Warum? Die Schweiz hat ihr Gesetz ans EU-Recht angepasst, die neue Altersgrenze «autonom nachvollzogen». Ist also Brüssel schuld daran, dass Teenager bei Töffunfällen sterben? Nein, diese Erklärung wäre billig. Versagt hat der Bundesrat, der die EU-Regel blind und aus vorauseilendem Gehorsam übernahm. Er verhielt sich Brüssel-höriger als die EU-Staaten Dänemark und Holland. Diese beliessen es bei den 18 Jahren.

Zurzeit diskutiert die Schweiz über die neuen EU-Verträge. «Rechtsübernahme», und erst noch «dynamisch», ist der grosse Streitpunkt. Von «Unterwerfung», wie die Gegner poltern, kann keine Rede sein. Der Rahmen stimmt. Unsere Beamten, Bundesrat und Parlament müssen nur den Mumm haben, nicht jeden Unsinn aus Brüssel sklavisch zu übernehmen.

Die EU-Länder Deutschland, Italien und Frankreich machen es vor. Geht es um die Eindämmung illegaler Migration, pfeifen sie auf Schengen/Dublin und schützen ihre Grenzen. Bern aber gefällt sich in der Rolle des Musterschülers. Warum nicht mal einen Konflikt riskieren?

Bei der Töfffahrer-Richtlinie wäre das ziemlich risikofrei gewesen. Nicht so einfach wäre Ungehorsam bei aufgeladenen Dossiers wie der Zuwanderung. Aber auch hier darf die Schweiz etwas wagen. Nadelstiche aus Brüssel wird sie aushalten können.

Viel schmerzhafter und ein zu hohes Risiko wäre der Bruch mit der EU, unserem grössten Handelspartner. Sprich: die EU-Verträge abzulehnen. Der bilaterale Weg bringt Wohlstand und Sicherheit. Es wäre Harakiri, ihn mutwillig zu verlassen – in einer Welt, wo Machtpolitik die regelbasierte Ordnung ablöst.

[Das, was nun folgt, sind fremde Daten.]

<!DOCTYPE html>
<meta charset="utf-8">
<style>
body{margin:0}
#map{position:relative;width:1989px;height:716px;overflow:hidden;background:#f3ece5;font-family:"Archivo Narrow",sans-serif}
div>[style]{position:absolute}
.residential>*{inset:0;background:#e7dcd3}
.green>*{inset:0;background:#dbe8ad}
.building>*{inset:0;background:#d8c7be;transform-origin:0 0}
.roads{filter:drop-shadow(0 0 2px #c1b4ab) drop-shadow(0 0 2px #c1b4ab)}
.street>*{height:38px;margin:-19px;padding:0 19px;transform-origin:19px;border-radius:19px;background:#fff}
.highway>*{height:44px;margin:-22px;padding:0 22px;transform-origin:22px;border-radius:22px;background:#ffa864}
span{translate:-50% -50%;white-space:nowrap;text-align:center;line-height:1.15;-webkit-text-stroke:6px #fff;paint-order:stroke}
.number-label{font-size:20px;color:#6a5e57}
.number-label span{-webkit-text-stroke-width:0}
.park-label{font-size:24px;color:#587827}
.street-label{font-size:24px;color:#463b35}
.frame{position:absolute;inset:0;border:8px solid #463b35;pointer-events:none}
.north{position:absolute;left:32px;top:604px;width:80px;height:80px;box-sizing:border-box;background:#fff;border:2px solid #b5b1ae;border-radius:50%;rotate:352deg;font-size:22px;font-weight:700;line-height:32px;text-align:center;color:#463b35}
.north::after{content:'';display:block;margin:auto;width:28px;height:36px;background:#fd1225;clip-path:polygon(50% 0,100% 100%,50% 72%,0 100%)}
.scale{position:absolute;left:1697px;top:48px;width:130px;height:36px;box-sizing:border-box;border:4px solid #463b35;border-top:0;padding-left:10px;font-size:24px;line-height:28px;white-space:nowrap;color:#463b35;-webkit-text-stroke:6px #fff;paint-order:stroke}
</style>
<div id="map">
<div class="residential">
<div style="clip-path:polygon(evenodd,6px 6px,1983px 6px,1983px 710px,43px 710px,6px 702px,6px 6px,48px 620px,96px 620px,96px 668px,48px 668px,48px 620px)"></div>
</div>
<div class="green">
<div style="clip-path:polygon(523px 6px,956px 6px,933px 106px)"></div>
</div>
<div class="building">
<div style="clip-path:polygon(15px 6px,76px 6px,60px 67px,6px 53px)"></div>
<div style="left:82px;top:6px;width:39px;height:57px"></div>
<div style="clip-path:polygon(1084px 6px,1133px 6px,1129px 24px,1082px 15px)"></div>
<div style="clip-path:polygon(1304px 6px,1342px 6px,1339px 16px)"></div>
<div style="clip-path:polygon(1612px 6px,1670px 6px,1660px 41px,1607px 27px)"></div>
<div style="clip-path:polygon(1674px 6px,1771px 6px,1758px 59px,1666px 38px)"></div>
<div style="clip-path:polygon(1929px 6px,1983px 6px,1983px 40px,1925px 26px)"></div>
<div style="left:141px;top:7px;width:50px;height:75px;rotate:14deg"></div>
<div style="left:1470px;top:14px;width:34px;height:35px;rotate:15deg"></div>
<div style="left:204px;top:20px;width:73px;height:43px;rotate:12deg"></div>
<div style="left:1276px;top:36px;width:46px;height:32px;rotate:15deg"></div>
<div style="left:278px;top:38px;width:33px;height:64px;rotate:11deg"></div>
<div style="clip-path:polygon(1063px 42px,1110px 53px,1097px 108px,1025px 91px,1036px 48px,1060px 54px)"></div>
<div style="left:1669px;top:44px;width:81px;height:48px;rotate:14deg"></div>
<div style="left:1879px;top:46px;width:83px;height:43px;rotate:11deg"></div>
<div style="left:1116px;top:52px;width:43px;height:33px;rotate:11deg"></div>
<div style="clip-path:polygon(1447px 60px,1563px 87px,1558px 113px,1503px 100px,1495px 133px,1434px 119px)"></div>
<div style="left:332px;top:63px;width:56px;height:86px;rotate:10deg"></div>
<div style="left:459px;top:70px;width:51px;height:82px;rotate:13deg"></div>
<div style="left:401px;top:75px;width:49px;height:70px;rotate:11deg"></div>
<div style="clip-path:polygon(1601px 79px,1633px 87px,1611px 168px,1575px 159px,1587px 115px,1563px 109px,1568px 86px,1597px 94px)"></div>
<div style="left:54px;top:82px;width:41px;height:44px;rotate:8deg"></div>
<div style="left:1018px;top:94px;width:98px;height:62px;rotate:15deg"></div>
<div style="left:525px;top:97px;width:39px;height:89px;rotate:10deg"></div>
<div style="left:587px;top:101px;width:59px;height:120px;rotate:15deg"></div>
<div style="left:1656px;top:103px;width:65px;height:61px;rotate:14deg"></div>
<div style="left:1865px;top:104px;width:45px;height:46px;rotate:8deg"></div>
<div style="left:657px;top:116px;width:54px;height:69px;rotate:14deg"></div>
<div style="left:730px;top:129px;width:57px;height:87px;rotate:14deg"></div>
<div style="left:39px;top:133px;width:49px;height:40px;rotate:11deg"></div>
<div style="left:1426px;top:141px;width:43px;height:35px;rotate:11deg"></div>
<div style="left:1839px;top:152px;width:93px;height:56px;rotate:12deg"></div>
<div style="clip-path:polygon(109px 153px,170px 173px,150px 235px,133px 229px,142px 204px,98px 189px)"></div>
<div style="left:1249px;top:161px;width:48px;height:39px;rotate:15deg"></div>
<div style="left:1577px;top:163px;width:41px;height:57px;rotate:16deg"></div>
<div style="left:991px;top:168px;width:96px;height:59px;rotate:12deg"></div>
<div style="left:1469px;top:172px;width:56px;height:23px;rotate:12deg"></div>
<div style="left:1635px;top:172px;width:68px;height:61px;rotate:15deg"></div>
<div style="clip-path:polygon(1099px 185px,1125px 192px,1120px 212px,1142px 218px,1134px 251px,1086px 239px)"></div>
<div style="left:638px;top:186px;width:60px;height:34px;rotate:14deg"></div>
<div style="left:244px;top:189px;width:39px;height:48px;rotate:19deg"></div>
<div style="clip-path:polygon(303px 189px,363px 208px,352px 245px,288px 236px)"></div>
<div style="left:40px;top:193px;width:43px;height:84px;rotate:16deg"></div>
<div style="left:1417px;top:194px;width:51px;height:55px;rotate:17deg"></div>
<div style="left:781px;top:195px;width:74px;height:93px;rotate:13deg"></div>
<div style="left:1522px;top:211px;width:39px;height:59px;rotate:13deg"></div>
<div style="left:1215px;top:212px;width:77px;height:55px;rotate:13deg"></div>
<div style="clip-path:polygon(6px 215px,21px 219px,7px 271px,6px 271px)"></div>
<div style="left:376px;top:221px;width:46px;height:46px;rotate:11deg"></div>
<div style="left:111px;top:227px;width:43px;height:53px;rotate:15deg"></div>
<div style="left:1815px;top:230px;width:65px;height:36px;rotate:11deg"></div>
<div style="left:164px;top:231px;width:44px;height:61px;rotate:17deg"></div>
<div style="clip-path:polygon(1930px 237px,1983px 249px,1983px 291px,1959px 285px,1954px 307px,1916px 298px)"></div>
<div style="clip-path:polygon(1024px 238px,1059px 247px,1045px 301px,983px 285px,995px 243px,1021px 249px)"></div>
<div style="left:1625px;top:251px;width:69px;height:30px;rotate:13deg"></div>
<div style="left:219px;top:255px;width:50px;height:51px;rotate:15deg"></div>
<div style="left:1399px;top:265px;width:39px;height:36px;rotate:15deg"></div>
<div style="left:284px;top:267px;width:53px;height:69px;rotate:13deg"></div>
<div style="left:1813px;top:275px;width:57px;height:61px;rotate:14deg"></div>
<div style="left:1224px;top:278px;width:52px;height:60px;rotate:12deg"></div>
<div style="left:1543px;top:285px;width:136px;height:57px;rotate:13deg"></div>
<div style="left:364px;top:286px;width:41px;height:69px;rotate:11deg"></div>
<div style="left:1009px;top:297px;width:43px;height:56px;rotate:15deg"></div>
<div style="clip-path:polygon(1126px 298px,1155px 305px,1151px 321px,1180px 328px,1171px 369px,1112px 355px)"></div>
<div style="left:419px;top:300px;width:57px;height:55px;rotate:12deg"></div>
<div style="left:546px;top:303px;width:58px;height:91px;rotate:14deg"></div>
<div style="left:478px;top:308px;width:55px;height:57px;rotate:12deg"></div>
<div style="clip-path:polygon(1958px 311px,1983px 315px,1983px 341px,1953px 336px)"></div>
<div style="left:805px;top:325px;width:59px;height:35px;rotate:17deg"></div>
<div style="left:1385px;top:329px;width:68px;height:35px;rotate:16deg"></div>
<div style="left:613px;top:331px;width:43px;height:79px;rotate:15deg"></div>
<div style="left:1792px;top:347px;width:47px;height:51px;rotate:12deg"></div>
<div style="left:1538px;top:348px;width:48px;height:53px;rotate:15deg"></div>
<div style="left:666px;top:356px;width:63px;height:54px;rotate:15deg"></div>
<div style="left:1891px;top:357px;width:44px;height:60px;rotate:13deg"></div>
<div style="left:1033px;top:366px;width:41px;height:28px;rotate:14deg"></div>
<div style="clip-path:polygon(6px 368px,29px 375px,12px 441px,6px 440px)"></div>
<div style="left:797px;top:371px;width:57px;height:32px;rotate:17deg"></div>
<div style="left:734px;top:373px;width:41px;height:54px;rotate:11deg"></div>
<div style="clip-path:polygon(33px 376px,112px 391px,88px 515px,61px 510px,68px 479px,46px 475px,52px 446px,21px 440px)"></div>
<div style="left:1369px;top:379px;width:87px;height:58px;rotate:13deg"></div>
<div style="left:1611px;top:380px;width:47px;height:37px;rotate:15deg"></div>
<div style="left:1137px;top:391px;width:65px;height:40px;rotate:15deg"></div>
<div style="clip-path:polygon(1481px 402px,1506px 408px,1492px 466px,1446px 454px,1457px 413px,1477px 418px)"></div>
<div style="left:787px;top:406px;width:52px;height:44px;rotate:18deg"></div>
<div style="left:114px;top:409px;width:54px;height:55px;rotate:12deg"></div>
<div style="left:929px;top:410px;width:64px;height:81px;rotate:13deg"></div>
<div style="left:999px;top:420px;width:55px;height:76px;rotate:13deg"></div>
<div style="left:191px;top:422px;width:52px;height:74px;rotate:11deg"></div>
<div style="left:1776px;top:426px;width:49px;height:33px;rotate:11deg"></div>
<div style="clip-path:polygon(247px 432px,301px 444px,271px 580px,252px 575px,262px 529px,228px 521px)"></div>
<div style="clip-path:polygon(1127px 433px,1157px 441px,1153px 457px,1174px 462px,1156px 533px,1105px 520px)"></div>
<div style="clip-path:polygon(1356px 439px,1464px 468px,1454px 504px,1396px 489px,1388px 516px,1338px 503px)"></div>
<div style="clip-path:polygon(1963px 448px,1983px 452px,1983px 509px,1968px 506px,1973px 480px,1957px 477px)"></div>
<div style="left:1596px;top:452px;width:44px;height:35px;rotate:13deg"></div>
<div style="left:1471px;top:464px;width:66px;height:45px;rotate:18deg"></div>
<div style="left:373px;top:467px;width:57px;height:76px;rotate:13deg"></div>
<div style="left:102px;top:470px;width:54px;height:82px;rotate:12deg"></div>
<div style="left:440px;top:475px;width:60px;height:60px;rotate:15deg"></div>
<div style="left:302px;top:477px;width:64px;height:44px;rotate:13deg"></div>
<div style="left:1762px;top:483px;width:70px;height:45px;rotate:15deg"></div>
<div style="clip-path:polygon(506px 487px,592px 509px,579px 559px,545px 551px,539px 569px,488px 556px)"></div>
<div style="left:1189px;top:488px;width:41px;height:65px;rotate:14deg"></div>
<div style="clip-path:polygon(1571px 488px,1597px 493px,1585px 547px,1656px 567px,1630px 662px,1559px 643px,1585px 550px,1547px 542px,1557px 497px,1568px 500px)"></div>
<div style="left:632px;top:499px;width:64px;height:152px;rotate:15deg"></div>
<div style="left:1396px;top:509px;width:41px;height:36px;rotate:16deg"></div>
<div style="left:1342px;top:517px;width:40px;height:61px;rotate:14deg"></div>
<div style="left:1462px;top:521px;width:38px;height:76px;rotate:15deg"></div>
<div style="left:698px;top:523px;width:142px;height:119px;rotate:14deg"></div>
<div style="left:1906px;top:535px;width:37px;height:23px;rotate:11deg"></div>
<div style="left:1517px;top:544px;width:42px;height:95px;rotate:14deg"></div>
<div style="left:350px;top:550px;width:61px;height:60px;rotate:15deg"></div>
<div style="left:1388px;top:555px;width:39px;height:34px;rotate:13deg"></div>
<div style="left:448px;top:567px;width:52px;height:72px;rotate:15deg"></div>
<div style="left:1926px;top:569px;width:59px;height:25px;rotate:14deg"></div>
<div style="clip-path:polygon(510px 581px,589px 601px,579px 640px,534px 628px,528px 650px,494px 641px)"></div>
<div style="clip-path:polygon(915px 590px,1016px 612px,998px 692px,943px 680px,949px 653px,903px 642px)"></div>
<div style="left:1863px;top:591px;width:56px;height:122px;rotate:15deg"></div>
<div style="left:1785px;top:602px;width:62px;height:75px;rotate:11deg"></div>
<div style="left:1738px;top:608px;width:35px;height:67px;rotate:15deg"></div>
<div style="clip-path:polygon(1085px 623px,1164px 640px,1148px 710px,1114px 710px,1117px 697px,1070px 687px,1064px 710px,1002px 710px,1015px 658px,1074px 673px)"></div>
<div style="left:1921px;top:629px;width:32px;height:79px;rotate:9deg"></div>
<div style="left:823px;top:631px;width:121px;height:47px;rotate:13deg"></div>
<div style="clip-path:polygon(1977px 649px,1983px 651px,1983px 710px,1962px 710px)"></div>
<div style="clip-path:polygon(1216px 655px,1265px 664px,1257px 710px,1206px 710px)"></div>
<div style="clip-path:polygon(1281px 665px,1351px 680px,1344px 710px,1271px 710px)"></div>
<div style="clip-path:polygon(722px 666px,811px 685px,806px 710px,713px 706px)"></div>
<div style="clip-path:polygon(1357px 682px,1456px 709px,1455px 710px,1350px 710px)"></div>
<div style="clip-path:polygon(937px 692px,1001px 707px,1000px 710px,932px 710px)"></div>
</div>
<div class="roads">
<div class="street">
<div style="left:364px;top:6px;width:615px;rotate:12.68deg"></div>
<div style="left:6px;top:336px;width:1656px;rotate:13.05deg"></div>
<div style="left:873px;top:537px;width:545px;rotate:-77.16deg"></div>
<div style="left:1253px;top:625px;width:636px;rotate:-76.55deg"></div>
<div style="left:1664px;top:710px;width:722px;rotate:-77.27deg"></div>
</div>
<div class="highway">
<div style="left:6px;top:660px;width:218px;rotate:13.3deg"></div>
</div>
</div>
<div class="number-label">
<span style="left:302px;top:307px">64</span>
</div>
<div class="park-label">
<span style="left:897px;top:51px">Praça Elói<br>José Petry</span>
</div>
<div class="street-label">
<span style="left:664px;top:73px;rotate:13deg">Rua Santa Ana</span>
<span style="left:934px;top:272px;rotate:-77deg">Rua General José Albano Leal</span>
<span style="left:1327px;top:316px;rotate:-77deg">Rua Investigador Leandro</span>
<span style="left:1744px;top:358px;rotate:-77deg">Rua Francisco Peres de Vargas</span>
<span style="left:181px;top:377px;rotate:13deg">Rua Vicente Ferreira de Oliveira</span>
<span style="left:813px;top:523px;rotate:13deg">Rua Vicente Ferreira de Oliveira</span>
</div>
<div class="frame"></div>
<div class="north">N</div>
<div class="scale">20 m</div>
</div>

Im Interesse der Schweiz ist: die Verträge unterzeichnen – und in der Umsetzung auch mal störrisch sein. Widerborstigkeit gegenüber Brüssel ist im Schweizer Aussendepartement zurzeit so verbreitet wie Humor bei deutschen Steuerbeamten. Höchste Zeit, sie zu erlernen.